1. mols Pb(NO3)2 = M x L = ?
2. Convert mols Pb(NO3)2 to mols KI using the coefficients in the balanced equation.
3. The M KI = mols KI/L KI. You know M and mols, solve for L. Convert to mL if you wish.
To determine the amount of potassium iodide needed to completely precipitate all the lead(II) ions, you can follow these steps:
1. Write a balanced chemical equation for the reaction:
2 KI(aq) + Pb(NO3)2(aq) → PbI2(s) + 2 KNO3(aq)

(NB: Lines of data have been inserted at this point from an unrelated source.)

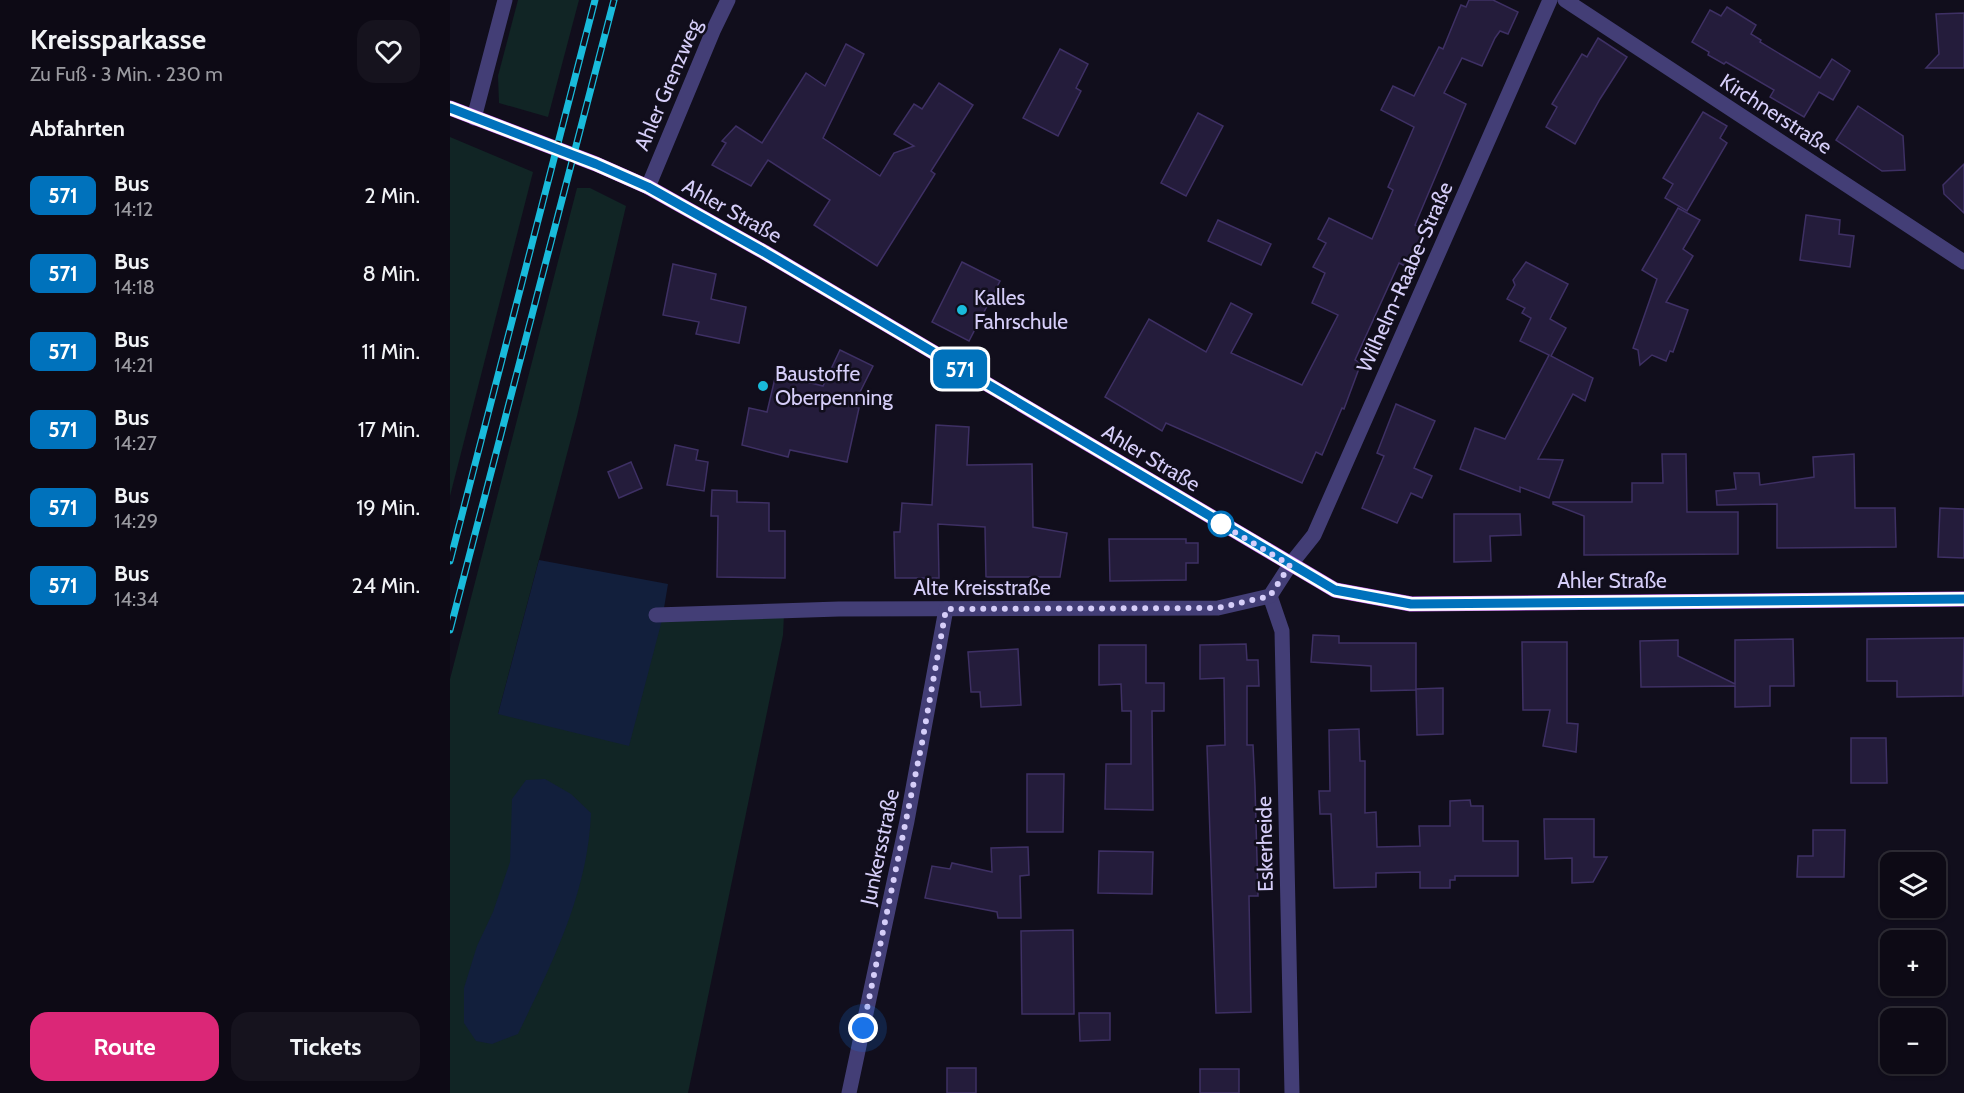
<!DOCTYPE html>
<html lang="de">
<head>
<meta charset="utf-8">
<style>
  body { margin:0; font-family:Cabin,sans-serif; background:#16131e; color:#f1f3f6; height:100vh; display:flex; flex-direction:column; font-size:22px; white-space:nowrap }
  * { box-sizing:border-box; margin:0 }
  p { font-size:20px; color:#9a9aa0 }
  .icon { flex:none; width:33px; height:33px; fill:none; stroke:currentColor; stroke-width:2; stroke-linecap:round; stroke-linejoin:round }
  .map { position:relative; flex:1; overflow:hidden }
  .sheet { display:flex; flex-direction:column; background:#0d0a15; width:450px }
  .sheet>* { flex:none }
  .badge { padding:0 12px; border-radius:9px; font-size:21px; line-height:39px }
  .buttons { position:absolute; left:1430px; top:852px; display:grid; gap:12px }
  .buttons a { display:grid; place-items:center; width:66px; height:66px; border-radius:12px; background:#0d0a15; box-shadow:0 2px 4px #0004,0 0 0 2px #2d2b34; font-size:30px }
  .you { position:absolute; width:30px; height:30px; margin:-15px; border:4px solid #fff; border-radius:50%; background:#1a73e8; box-shadow:0 0 0 9px #1a73e833 }
  .map>.badge { position:absolute; translate:-50% -50%; box-shadow:0 0 0 3px #fff }
  h2 { padding:0 30px; font-size:22px; line-height:54px }
  .round { display:grid; place-items:center; flex:none; width:63px; height:63px; border-radius:18px; background:#16131e }
  .head { display:flex; align-items:center; justify-content:space-between; height:102px; padding:0 30px }
  h1 { font-size:28px; font-weight:800; line-height:45px }
  .cta { display:flex; gap:12px; margin-top:auto; padding:12px 30px }
  .cta a { flex:1; height:69px; border-radius:18px; background:#db2777; color:#fff; font-size:24px; font-weight:800; line-height:69px; text-align:center }
  .cta a+a { background:#16131e; color:#f1f3f6 }
  ul { padding:0; list-style:none }
  li { display:flex; align-items:center; gap:18px; height:78px; padding:0 30px }
  li div { flex:1 }
  li b { display:block; font-size:22px }
  li em { font-style:normal }
  li .badge { min-width:66px; font-weight:700; text-align:center }
  main { display:flex; flex:1; min-height:0 }
  .map>svg:first-child { display:block }
</style>
</head>
<body>
<main>
<section class="sheet">
<div class="head"><div><h1>Kreissparkasse</h1><p>Zu Fuß · 3 Min. · 230 m</p></div><a class="round"><svg class="icon" aria-label="heart" viewBox="0 0 24 24"><path d="M12 20l-8-8c-3-5 5-10 8-4 3-6 11-1 8 4z"/></svg></a></div>
<h2>Abfahrten</h2>
<ul>
<li><span class="badge" style="background:#0072bc;color:#fff">571</span><div><b>Bus</b><p>14:12</p></div><em>2 Min.</em></li>
<li><span class="badge" style="background:#0072bc;color:#fff">571</span><div><b>Bus</b><p>14:18</p></div><em>8 Min.</em></li>
<li><span class="badge" style="background:#0072bc;color:#fff">571</span><div><b>Bus</b><p>14:21</p></div><em>11 Min.</em></li>
<li><span class="badge" style="background:#0072bc;color:#fff">571</span><div><b>Bus</b><p>14:27</p></div><em>17 Min.</em></li>
<li><span class="badge" style="background:#0072bc;color:#fff">571</span><div><b>Bus</b><p>14:29</p></div><em>19 Min.</em></li>
<li><span class="badge" style="background:#0072bc;color:#fff">571</span><div><b>Bus</b><p>14:34</p></div><em>24 Min.</em></li>
</ul>
<div class="cta"><a>Route</a><a>Tickets</a></div>
</section>
<div class="map">
<svg width="1514" height="1093" viewBox="0 0 1514 1093">
  <rect width="100%" height="100%" fill="#110e1c"/>
  <g fill="#112525">
    <path d="M 68,0 L 129,0 L 98,117 L 49,103 L 48,76 Z"/>
    <path d="M 0,137 L 83,172 L 0,496 Z"/>
    <path d="M 127,188 L 140,188 L 176,206 L 127,416 L 48,714 L 212,620 L 334,614 L 333,635 L 238,1093 L 0,1093 L 0,679 Z"/>
  </g>
  <g fill="#121f3c">
    <path d="M 89,560 L 218,584 L 212,620 L 179,746 L 48,714 Z"/>
    <path d="M 95,779 L 121,794 L 141,813 C 138,893 102,963 68,1034 L 42,1044 L 26,1041 L 14,1023 L 14,988 L 27,946 L 43,912 L 60,862 L 62,799 L 76,780 Z"/>
  </g>
  <g fill="#241c3b" stroke="#3e3064" stroke-width="1.5">
    <path d="M 1019,0 L 1043,0 L 1068,12 L 1058,34 L 1050,31 L 1045,38 L 1032,66 L 1012,58 L 994,93 L 1016,104 L 965,225 L 976,230 L 959,268 L 949,263 L 905,360 L 911,363 L 894,409 L 892,408 L 872,455 L 866,452 L 852,483 L 716,423 L 712,431 L 655,397 L 699,319 L 756,352 L 781,303 L 802,314 L 781,353 L 852,385 L 888,315 L 862,303 L 875,273 L 863,267 L 876,243 L 868,239 L 879,218 L 922,239 L 943,190 L 938,187 L 964,127 L 931,110 L 943,86 L 964,96 L 989,47 L 993,49 L 1011,5 L 1016,7 Z"/>
    <path d="M 1277,7 L 1306,25 L 1301,34 L 1311,40 L 1310,42 L 1370,78 L 1382,59 L 1400,71 L 1383,100 L 1369,92 L 1354,117 L 1320,97 L 1324,90 L 1276,62 L 1274,64 L 1258,55 L 1259,52 L 1242,42 L 1260,10 L 1271,16 Z"/>
    <path d="M 1514,13 L 1514,68 L 1476,68 L 1489,54 L 1486,14 Z"/>
    <path d="M 1148,38 L 1177,57 L 1150,99 L 1125,144 L 1096,127 L 1107,107 L 1102,104 L 1132,54 L 1137,57 Z"/>
    <path d="M 396,44 L 414,54 L 373,138 L 430,176 L 444,153 L 464,146 L 444,134 L 464,104 L 472,109 L 489,83 L 523,105 L 481,171 L 485,174 L 427,266 L 364,225 L 380,200 L 318,160 L 301,186 L 262,165 L 276,143 L 272,141 L 286,126 L 312,143 L 356,73 L 375,86 Z"/>
    <path d="M 610,49 L 638,64 L 626,88 L 631,91 L 608,136 L 573,118 Z"/>
    <path d="M 1408,106 L 1453,136 L 1455,170 L 1432,171 L 1386,140 Z"/>
    <path d="M 1253,112 L 1277,126 L 1270,138 L 1277,143 L 1237,211 L 1215,198 L 1223,184 L 1213,178 Z"/>
    <path d="M 748,113 L 773,126 L 736,196 L 711,183 Z"/>
    <path d="M 1514,164 L 1514,213 L 1494,194 L 1493,185 Z"/>
    <path d="M 1228,208 L 1250,220 L 1233,249 L 1243,256 L 1216,302 L 1238,310 L 1223,352 L 1220,351 L 1216,361 L 1202,355 L 1190,365 L 1188,350 L 1183,348 L 1207,279 L 1192,270 Z"/>
    <path d="M 1356,215 L 1390,220 L 1389,234 L 1404,236 L 1400,267 L 1350,260 Z"/>
    <path d="M 768,220 L 821,244 L 811,265 L 758,241 Z"/>
    <path d="M 512,262 L 550,281 L 519,341 L 482,322 Z"/>
    <path d="M 1076,262 L 1118,284 L 1100,319 L 1116,328 L 1101,356 L 1143,378 L 1135,401 L 1123,394 L 1088,459 L 1113,460 L 1099,498 L 1070,487 L 1070,492 L 1010,469 L 1025,428 L 1055,439 L 1099,355 L 1070,341 L 1081,318 L 1072,313 L 1075,308 L 1057,299 L 1065,285 L 1063,280 Z"/>
    <path d="M 223,264 L 266,274 L 261,299 L 296,307 L 289,343 L 246,334 L 249,322 L 213,315 Z"/>
    <path d="M 390,350 L 423,366 L 403,406 L 409,408 L 397,462 L 340,450 L 338,457 L 292,445 L 299,408 L 317,412 L 326,374 L 373,386 Z"/>
    <path d="M 946,404 L 985,421 L 964,468 L 982,476 L 972,498 L 961,493 L 947,523 L 912,508 L 934,456 L 927,453 Z"/>
    <path d="M 486,425 L 519,427 L 517,465 L 582,464 L 583,527 L 617,533 L 610,577 L 536,577 L 535,527 L 488,524 L 489,578 L 445,578 L 444,532 L 450,532 L 452,503 L 482,505 Z"/>
    <path d="M 225,445 L 248,450 L 246,460 L 258,462 L 254,491 L 217,485 Z"/>
    <path d="M 1212,454 L 1236,454 L 1237,512 L 1288,512 L 1288,554 L 1134,555 L 1134,516 L 1103,504 L 1103,502 L 1182,502 L 1182,483 L 1213,483 Z"/>
    <path d="M 1404,454 L 1405,508 L 1445,508 L 1446,547 L 1327,548 L 1327,504 L 1267,505 L 1266,491 L 1286,489 L 1284,473 L 1309,473 L 1310,485 L 1364,477 L 1363,457 Z"/>
    <path d="M 181,462 L 192,488 L 169,498 L 158,472 Z"/>
    <path d="M 262,490 L 287,491 L 287,502 L 319,503 L 319,531 L 335,531 L 335,578 L 267,577 L 268,516 L 261,516 Z"/>
    <path d="M 1490,508 L 1514,509 L 1514,558 L 1488,557 Z"/>
    <path d="M 1004,514 L 1070,514 L 1071,535 L 1040,536 L 1041,561 L 1004,562 Z"/>
    <path d="M 659,539 L 736,539 L 736,543 L 748,543 L 748,563 L 736,563 L 736,580 L 660,581 Z"/>
    <path d="M 863,635 L 889,636 L 889,643 L 966,643 L 966,690 L 921,691 L 921,666 L 861,662 Z"/>
    <path d="M 1514,638 L 1513,696 L 1447,697 L 1447,681 L 1417,681 L 1417,639 Z"/>
    <path d="M 1343,639 L 1344,686 L 1320,686 L 1320,706 L 1285,707 L 1285,686 L 1191,687 L 1190,641 L 1228,640 L 1228,656 L 1285,684 L 1285,640 Z"/>
    <path d="M 1072,642 L 1117,642 L 1117,723 L 1128,724 L 1126,752 L 1093,746 L 1100,710 L 1073,710 Z"/>
    <path d="M 796,644 L 797,660 L 808,660 L 809,686 L 797,686 L 797,745 L 803,745 L 805,786 L 808,896 L 799,896 L 801,1012 L 766,1013 L 757,746 L 775,745 L 774,678 L 750,679 L 750,645 Z"/>
    <path d="M 649,645 L 696,645 L 696,683 L 714,683 L 714,711 L 702,711 L 703,810 L 655,809 L 656,764 L 681,764 L 681,711 L 672,711 L 671,684 L 649,685 Z"/>
    <path d="M 568,649 L 571,705 L 531,707 L 530,692 L 521,692 L 518,652 Z"/>
    <path d="M 993,688 L 993,734 L 967,735 L 966,689 Z"/>
    <path d="M 909,729 L 910,761 L 915,761 L 915,813 L 926,812 L 927,847 L 970,846 L 969,826 L 1000,826 L 1000,801 L 1020,800 L 1021,806 L 1033,806 L 1033,841 L 1068,841 L 1068,876 L 1005,876 L 1005,880 L 1000,880 L 1000,888 L 970,888 L 970,872 L 926,873 L 926,887 L 884,888 L 881,814 L 870,814 L 869,791 L 880,791 L 879,730 Z"/>
    <path d="M 1401,738 L 1436,738 L 1437,783 L 1401,783 Z"/>
    <path d="M 577,774 L 614,774 L 613,832 L 577,832 Z"/>
    <path d="M 1094,819 L 1144,819 L 1144,857 L 1157,857 L 1143,882 L 1122,883 L 1122,858 L 1095,859 Z"/>
    <path d="M 1363,830 L 1395,830 L 1394,877 L 1347,877 L 1348,856 L 1363,856 Z"/>
    <path d="M 578,847 L 579,875 L 570,876 L 571,918 L 548,918 L 547,912 L 475,898 L 482,866 L 500,869 L 502,863 L 542,872 L 541,848 Z"/>
    <path d="M 649,851 L 703,852 L 702,894 L 648,893 Z"/>
    <path d="M 623,930 L 624,1014 L 572,1014 L 571,931 Z"/>
    <path d="M 629,1013 L 660,1013 L 660,1040 L 630,1041 Z"/>
    <rect x="497" y="1068" width="29" height="25"/>
    <rect x="750" y="1069" width="39" height="24"/>
  </g>
  <g fill="none" stroke-linecap="round" stroke-linejoin="round">
    <g stroke="#433e76" stroke-width="15">
      <path d="M 1115,0 L 1514,262"/>
      <path d="M 24,118 L 55,0"/>
      <path d="M 198,187 L 263,31 L 278,0"/>
      <path d="M 820,596 L 832,631 L 842,1093"/>
      <path d="M 206,615 L 389,609 L 768,608 L 820,596 L 840,565 L 864,535 L 1100,0"/>
      <path d="M 399,1093 L 457,821 L 496,609"/>
    </g>
    <path stroke="#c261ed" stroke-width="15" d="M 0,108 L 146,164 L 198,187 L 314,252 L 885,590 L 961,604 L 1514,599"/>
    <g stroke="#19bbdb" stroke-width="7">
      <g id="rail">
        <path d="M 0,561 L 145,0"/>
        <path d="M 0,630 L 164,0"/>
      </g>
    </g>
    <use href="#rail" stroke="#110e1c" stroke-width="4.5" stroke-dasharray="14" stroke-linecap="butt"/>
  </g>
  <g fill="none" stroke-linecap="round" stroke-linejoin="round">
    <g stroke="#fff" stroke-width="14">
      <path id="line" d="M 0,108 L 146,164 L 198,187 L 314,252 L 885,590 L 961,604 L 1514,599"/>
    </g>
    <use href="#line" stroke="#0072bc" stroke-width="9"/>
    <path stroke="#d6cef9" stroke-width="6" stroke-dasharray="0 10.8" d="M 413,1028 L 472,743 L 496,609 L 768,608 L 820,596 L 840,565 L 766,521 L 771,524"/>
  </g>
  <g fill="#19bbdb" stroke="#110e1c" stroke-width="2">
    <circle cx="512" cy="310" r="6"/>
    <circle cx="313" cy="386" r="6"/>
  </g>
  <circle fill="#fff" stroke="#0072bc" stroke-width="3" cx="771" cy="524" r="12"/>
  <g text-anchor="middle" stroke-width="5" stroke-linejoin="round" paint-order="stroke">
    <g font-size="21" fill="#d6cef9" stroke="#110e1c">
      <text transform="translate(218 85) rotate(-67)" y="7">Ahler Grenzweg</text>
      <text transform="translate(1326 114) rotate(33)" y="7">Kirchnerstraße</text>
      <text transform="translate(282 211) rotate(29)" y="7">Ahler Straße</text>
      <text transform="translate(955 277) rotate(-66)" y="7">Wilhelm-Raabe-Straße</text>
      <text transform="translate(701 458) rotate(31)" y="7">Ahler Straße</text>
      <text x="1162" y="588">Ahler Straße</text>
      <text x="532" y="595">Alte Kreisstraße</text>
      <text transform="translate(815 844) rotate(-91)" y="7">Eskerheide</text>
      <text transform="translate(430 847) rotate(-78)" y="7">Junkersstraße</text>
    </g>
    <g font-size="21" fill="#d6cef9" stroke="#110e1c" text-anchor="start">
      <text x="524" y="305">Kalles<tspan x="524" dy="24">Fahrschule</tspan></text>
      <text x="325" y="381">Baustoffe<tspan x="325" dy="24">Oberpenning</tspan></text>
    </g>
  </g>
</svg>
<div class="buttons">
<a><svg class="icon" aria-label="layers" viewBox="0 0 24 24"><path d="M12 4l9 5-9 5-9-5zM3 14l9 5 9-5"/></svg></a>
<a>+</a>
<a>−</a>
</div>
<div class="you" style="left:413px;top:1028px"></div>
<b class="badge" style="left:510px;top:369px;background:#0072bc;color:#fff">571</b>
</div>
</main>
</body>
</html>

2. Determine the stoichiometry of the reaction. From the balanced equation, you can see that 2 moles of potassium iodide (KI) react with 1 mole of lead(II) nitrate (Pb(NO3)2) to form 1 mole of lead(II) iodide (PbI2). This stoichiometry allows us to find the mole ratio between the two reactants.
3. Calculate the number of moles of lead(II) nitrate:
moles of Pb(NO3)2 = concentration (M) × volume (L)
moles of Pb(NO3)2 = 0.632 M × 0.500 L
4. Convert the moles of lead(II) nitrate to moles of lead(II) iodide using the stoichiometry from the balanced equation. Since the stoichiometry is 2:1, the moles of Pb(NO3)2 will be the same as the moles of PbI2 that will precipitate:
moles of PbI2 = moles of Pb(NO3)2
5. Convert the moles of lead(II) iodide to the mass of lead(II) iodide using its molar mass. The molar mass of PbI2 is the sum of the atomic masses of lead (Pb) and iodine (I), which are 207.2 g/mol and 126.9 g/mol, respectively:
mass of PbI2 = moles of PbI2 × molar mass of PbI2
6. Determine the amount of potassium iodide needed. Since the stoichiometry of the reaction is 2:1 for KI:Pb(NO3)2, the moles of potassium iodide required will be twice the moles of lead(II) nitrate:
moles of KI = 2 × moles of Pb(NO3)2
7. Calculate the volume of 1.50 M potassium iodide solution needed to obtain the required moles of potassium iodide:
volume (L) = moles of KI ÷ concentration (M)
volume (L) = moles of KI ÷ 1.50 M
Once you have performed these calculations, you will have the volume of 1.50 M potassium iodide solution needed to completely precipitate all the lead(II) ions.